### Exercise brief
For every line in the records that has the word "data", make a copy.

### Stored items
============================================================

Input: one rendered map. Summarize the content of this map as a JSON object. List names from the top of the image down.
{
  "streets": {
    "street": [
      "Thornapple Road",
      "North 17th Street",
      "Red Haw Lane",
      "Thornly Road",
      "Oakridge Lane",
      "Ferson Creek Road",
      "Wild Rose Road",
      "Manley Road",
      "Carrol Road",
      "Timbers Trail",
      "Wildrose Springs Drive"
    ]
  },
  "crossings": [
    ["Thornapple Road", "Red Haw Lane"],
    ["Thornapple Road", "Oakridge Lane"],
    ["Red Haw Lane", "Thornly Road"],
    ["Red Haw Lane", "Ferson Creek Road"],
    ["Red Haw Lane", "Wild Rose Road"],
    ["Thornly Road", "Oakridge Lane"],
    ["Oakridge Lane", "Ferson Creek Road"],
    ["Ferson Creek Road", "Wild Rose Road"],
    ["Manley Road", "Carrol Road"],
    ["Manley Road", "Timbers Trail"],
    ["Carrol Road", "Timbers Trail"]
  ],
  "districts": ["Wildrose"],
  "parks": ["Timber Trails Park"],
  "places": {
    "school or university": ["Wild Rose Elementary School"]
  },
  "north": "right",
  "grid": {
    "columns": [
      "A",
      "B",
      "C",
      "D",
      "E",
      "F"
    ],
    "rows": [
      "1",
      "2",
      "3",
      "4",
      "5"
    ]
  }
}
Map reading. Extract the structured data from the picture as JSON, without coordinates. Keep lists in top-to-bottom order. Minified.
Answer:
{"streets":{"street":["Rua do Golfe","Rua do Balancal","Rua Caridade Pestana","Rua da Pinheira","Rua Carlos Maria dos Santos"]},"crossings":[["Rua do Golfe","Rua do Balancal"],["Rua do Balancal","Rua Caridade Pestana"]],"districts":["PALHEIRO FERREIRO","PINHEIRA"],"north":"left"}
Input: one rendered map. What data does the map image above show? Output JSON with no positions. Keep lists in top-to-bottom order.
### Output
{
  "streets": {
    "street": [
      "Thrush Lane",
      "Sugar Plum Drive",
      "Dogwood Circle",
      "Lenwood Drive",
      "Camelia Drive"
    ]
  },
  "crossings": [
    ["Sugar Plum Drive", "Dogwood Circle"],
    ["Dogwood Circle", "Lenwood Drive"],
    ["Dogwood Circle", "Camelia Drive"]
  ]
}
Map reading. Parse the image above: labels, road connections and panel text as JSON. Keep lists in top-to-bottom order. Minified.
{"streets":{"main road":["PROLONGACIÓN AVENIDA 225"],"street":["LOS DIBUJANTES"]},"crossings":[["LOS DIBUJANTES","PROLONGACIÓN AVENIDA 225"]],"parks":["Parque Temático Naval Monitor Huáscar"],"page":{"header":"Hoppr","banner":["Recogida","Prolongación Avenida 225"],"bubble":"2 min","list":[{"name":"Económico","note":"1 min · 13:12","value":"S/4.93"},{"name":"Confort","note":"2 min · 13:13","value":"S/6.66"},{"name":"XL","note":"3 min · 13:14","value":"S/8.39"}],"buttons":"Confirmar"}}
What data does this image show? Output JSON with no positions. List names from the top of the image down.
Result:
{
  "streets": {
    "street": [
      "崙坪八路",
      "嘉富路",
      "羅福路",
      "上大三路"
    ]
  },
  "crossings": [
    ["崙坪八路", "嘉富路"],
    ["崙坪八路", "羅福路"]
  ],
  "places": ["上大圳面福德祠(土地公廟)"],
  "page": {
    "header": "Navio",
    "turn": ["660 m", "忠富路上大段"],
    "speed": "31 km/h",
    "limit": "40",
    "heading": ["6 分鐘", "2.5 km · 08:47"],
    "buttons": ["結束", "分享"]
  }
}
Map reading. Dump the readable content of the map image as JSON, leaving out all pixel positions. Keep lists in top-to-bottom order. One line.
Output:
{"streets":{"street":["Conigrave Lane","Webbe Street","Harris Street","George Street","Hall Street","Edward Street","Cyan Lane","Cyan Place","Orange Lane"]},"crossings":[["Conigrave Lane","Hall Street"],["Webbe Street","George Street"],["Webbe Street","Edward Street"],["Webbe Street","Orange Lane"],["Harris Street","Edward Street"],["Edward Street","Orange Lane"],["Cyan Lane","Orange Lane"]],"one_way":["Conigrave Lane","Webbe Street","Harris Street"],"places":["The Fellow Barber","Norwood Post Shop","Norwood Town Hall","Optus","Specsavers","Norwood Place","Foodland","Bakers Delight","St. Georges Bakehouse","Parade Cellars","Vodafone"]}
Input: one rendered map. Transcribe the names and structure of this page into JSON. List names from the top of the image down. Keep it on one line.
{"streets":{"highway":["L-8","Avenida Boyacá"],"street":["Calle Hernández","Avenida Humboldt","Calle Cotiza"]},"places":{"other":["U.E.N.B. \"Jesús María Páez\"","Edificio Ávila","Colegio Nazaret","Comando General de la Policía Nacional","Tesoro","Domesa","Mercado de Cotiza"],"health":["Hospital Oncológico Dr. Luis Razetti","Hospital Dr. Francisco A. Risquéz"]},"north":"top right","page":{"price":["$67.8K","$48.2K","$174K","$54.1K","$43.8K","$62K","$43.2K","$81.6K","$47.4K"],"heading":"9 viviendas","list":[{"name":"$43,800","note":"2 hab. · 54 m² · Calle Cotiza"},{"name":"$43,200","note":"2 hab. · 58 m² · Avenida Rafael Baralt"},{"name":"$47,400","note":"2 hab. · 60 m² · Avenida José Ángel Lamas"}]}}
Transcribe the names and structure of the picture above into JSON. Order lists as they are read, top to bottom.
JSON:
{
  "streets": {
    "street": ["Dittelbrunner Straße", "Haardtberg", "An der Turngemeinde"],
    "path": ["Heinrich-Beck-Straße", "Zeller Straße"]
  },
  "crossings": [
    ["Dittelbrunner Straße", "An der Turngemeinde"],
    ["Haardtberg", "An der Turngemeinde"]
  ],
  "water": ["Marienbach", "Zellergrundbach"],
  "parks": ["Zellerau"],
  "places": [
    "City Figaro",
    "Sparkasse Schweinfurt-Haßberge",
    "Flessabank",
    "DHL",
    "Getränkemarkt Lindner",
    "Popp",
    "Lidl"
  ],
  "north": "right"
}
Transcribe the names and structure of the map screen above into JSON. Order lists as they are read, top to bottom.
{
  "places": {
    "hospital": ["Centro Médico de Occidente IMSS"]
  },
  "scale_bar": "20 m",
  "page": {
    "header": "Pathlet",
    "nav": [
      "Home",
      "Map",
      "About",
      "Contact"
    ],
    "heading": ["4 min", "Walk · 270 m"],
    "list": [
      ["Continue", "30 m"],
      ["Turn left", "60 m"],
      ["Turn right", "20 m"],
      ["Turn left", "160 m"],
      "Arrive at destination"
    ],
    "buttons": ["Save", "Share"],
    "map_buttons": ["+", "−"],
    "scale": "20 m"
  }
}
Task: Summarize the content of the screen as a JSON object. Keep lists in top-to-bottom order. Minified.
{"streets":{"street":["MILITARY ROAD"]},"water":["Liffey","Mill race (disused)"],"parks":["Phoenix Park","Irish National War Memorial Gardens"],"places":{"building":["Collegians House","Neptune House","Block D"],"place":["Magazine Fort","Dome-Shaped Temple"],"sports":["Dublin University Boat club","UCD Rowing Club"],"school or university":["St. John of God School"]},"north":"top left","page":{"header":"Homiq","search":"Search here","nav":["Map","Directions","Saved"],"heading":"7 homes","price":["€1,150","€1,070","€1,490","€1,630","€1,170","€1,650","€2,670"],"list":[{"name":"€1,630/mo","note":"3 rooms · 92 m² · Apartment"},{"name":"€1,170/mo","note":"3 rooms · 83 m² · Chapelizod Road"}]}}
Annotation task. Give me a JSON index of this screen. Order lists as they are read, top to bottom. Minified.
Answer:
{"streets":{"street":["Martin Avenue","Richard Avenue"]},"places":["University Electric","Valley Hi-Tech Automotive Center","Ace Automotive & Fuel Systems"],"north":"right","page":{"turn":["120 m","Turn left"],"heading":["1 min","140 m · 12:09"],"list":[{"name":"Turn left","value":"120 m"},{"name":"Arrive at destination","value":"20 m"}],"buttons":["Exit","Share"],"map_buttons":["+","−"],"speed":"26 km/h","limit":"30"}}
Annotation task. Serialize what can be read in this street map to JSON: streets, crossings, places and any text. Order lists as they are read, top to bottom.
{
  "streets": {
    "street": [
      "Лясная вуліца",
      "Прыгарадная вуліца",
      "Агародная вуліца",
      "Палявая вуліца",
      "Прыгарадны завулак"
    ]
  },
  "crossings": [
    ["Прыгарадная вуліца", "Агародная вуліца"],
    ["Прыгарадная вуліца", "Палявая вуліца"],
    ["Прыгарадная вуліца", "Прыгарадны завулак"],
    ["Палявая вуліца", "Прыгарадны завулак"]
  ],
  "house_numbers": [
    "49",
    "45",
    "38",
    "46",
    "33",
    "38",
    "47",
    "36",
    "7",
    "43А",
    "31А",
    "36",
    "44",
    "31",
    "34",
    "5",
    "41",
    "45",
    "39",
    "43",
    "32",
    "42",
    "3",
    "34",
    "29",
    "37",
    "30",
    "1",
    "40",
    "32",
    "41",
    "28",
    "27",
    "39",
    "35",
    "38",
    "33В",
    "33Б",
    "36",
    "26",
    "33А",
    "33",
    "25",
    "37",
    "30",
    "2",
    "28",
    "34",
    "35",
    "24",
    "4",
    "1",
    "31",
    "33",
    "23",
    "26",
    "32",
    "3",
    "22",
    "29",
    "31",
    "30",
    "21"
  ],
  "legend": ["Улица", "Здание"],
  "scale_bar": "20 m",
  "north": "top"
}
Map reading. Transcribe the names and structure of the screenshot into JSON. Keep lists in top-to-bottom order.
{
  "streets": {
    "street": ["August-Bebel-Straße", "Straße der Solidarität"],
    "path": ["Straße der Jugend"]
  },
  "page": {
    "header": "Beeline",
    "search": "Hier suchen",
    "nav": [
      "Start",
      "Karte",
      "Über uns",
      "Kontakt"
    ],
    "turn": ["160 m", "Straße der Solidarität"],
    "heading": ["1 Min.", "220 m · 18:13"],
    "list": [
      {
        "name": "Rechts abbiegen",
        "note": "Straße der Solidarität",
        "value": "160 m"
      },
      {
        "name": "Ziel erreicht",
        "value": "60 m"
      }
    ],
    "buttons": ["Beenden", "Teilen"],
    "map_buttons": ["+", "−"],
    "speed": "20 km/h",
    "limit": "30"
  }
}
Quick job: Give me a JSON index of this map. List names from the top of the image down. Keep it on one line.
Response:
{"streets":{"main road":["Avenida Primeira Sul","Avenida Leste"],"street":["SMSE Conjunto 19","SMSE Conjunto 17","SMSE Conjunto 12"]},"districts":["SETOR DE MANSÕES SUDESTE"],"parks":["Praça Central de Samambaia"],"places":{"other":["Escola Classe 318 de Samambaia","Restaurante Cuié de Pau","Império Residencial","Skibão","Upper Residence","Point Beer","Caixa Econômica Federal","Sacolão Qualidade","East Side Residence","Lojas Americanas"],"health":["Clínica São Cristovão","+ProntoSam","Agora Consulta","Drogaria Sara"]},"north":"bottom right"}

============================================================

### Output
Map reading. Extract the structured data from the picture as JSON, without coordinates. Keep lists in top-to-bottom order. Minified.
Input: one rendered map. What data does the map image above show? Output JSON with no positions. Keep lists in top-to-bottom order.
What data does this image show? Output JSON with no positions. List names from the top of the image down.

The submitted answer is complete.